#### Problem statement
Which lines run from the start of the data below to the line containing "0 4px,transparent 0"? Set them down exactly, with none added.
*** Stored data Section Begins ***
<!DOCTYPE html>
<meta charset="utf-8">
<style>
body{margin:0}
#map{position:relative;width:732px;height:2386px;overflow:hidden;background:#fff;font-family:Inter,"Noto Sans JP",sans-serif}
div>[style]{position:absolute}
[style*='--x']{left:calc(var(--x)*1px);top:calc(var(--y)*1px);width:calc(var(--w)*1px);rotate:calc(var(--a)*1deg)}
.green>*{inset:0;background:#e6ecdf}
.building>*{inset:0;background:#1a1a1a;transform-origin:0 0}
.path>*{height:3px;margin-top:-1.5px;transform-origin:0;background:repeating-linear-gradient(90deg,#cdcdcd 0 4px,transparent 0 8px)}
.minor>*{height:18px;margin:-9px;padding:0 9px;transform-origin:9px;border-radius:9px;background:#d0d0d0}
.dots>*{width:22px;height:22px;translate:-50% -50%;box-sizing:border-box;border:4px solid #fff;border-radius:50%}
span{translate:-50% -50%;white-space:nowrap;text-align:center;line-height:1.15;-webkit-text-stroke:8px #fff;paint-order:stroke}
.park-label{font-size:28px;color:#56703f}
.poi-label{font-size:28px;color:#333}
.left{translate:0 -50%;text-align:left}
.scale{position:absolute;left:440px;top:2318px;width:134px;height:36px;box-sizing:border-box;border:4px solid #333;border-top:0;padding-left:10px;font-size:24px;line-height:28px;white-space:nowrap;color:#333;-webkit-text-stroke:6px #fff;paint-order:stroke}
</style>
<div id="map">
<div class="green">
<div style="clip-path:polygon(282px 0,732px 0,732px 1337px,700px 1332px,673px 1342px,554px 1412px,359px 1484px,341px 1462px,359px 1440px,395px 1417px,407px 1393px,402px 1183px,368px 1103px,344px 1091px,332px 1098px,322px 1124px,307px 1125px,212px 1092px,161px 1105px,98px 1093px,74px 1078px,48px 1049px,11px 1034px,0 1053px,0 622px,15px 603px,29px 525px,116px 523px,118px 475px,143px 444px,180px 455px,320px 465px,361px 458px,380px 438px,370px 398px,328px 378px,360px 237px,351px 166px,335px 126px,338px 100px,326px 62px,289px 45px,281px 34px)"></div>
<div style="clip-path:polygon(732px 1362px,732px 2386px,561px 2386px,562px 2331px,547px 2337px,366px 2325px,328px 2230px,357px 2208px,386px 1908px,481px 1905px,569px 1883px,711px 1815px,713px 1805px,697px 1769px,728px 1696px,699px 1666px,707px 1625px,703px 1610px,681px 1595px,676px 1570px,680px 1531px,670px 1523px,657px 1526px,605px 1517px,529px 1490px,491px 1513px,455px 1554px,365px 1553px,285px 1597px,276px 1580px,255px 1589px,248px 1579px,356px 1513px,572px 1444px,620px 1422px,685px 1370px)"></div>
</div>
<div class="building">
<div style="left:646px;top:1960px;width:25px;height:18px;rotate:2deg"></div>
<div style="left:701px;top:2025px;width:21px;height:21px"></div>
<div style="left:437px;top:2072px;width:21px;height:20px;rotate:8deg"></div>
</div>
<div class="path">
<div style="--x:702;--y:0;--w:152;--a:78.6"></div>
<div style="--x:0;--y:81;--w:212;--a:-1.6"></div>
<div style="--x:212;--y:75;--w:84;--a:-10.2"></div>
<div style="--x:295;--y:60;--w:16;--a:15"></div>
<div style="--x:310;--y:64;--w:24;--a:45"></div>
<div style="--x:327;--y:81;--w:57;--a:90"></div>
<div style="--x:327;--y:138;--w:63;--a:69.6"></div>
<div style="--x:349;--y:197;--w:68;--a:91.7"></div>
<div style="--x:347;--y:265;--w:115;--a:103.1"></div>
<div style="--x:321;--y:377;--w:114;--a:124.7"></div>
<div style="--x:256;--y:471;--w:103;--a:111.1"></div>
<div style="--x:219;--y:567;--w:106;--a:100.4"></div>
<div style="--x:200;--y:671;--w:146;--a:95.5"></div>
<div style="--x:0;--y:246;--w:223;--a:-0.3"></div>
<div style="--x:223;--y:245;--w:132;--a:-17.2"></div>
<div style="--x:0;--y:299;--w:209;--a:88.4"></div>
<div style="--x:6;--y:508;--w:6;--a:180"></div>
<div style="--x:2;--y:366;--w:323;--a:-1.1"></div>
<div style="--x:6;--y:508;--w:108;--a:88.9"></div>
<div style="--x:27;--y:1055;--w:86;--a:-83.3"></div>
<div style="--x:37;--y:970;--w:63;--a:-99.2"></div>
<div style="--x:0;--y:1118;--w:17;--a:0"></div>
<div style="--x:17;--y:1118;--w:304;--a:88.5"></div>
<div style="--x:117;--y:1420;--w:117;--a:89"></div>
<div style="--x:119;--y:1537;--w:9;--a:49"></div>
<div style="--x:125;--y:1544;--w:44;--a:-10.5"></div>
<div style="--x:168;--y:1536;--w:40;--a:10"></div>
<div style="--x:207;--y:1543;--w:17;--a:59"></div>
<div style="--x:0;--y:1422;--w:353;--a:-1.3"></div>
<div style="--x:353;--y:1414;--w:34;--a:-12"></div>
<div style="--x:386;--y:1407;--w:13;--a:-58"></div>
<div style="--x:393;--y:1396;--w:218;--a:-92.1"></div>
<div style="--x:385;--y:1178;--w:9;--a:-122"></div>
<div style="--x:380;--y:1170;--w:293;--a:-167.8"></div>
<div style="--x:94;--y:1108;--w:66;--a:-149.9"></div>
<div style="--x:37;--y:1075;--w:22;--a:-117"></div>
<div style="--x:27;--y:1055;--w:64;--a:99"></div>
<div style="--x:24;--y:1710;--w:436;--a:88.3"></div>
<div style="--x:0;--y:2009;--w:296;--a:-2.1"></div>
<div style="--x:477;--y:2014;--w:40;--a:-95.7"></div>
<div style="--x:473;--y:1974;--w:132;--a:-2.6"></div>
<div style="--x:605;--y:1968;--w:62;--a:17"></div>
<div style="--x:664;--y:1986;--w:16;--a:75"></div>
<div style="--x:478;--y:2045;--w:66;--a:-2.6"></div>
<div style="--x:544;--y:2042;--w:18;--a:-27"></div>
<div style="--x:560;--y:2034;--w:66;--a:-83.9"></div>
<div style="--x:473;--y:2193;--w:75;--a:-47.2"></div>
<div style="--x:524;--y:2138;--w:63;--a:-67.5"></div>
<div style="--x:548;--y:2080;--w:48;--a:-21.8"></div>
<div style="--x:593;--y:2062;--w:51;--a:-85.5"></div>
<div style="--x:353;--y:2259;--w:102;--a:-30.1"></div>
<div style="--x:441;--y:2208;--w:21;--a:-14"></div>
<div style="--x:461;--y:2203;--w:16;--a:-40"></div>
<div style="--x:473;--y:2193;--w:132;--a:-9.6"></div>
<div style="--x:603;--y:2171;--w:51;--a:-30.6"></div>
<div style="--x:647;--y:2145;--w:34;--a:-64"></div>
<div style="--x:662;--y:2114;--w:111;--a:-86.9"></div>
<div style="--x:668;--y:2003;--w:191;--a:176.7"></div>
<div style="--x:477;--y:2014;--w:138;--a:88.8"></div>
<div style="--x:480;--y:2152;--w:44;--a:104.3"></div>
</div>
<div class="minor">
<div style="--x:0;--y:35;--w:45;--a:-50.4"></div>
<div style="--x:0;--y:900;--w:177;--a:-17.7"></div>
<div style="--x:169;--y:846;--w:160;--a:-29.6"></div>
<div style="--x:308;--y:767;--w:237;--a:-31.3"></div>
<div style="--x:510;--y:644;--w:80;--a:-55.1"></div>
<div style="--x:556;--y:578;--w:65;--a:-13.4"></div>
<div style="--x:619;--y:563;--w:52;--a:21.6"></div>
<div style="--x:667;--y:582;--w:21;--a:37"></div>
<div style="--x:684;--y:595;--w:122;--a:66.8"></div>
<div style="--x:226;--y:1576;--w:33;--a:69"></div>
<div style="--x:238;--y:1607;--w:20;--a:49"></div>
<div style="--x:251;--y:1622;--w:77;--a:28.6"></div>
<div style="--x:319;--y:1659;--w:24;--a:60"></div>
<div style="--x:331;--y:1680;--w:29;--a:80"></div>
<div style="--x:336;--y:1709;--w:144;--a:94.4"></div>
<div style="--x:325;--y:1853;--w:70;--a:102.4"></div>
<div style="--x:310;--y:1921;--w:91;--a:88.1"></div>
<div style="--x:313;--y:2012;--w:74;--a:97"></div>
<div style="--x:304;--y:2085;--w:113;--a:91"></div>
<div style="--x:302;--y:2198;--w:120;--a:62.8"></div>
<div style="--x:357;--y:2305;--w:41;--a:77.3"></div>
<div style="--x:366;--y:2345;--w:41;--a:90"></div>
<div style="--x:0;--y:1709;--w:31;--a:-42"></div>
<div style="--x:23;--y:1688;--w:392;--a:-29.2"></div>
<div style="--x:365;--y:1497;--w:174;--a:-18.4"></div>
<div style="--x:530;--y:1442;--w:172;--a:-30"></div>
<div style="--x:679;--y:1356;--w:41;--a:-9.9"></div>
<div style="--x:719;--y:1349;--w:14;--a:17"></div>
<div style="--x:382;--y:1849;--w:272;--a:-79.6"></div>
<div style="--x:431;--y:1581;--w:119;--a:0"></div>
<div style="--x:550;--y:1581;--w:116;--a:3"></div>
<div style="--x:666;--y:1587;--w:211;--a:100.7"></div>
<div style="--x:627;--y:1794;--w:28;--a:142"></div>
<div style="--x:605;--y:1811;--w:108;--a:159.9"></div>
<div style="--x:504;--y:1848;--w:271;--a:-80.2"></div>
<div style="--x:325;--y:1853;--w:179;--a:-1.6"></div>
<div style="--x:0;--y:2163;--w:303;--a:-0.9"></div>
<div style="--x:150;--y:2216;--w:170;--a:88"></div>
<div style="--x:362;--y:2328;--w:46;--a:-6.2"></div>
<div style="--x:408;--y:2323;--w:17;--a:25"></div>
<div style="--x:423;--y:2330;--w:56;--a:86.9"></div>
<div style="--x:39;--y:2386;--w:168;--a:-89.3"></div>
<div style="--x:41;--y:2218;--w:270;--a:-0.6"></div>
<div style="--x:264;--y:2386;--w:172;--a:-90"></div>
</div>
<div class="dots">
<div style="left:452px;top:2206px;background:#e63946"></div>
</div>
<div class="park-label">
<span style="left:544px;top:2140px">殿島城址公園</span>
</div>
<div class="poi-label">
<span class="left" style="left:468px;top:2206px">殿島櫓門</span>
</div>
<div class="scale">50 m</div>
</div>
*** Stored data Section Ends ***
#### Output below
<!DOCTYPE html>
<meta charset="utf-8">
<style>
body{margin:0}
#map{position:relative;width:732px;height:2386px;overflow:hidden;background:#fff;font-family:Inter,"Noto Sans JP",sans-serif}
div>[style]{position:absolute}
[style*='--x']{left:calc(var(--x)*1px);top:calc(var(--y)*1px);width:calc(var(--w)*1px);rotate:calc(var(--a)*1deg)}
.green>*{inset:0;background:#e6ecdf}
.building>*{inset:0;background:#1a1a1a;transform-origin:0 0}
.path>*{height:3px;margin-top:-1.5px;transform-origin:0;background:repeating-linear-gradient(90deg,#cdcdcd 0 4px,transparent 0 8px)}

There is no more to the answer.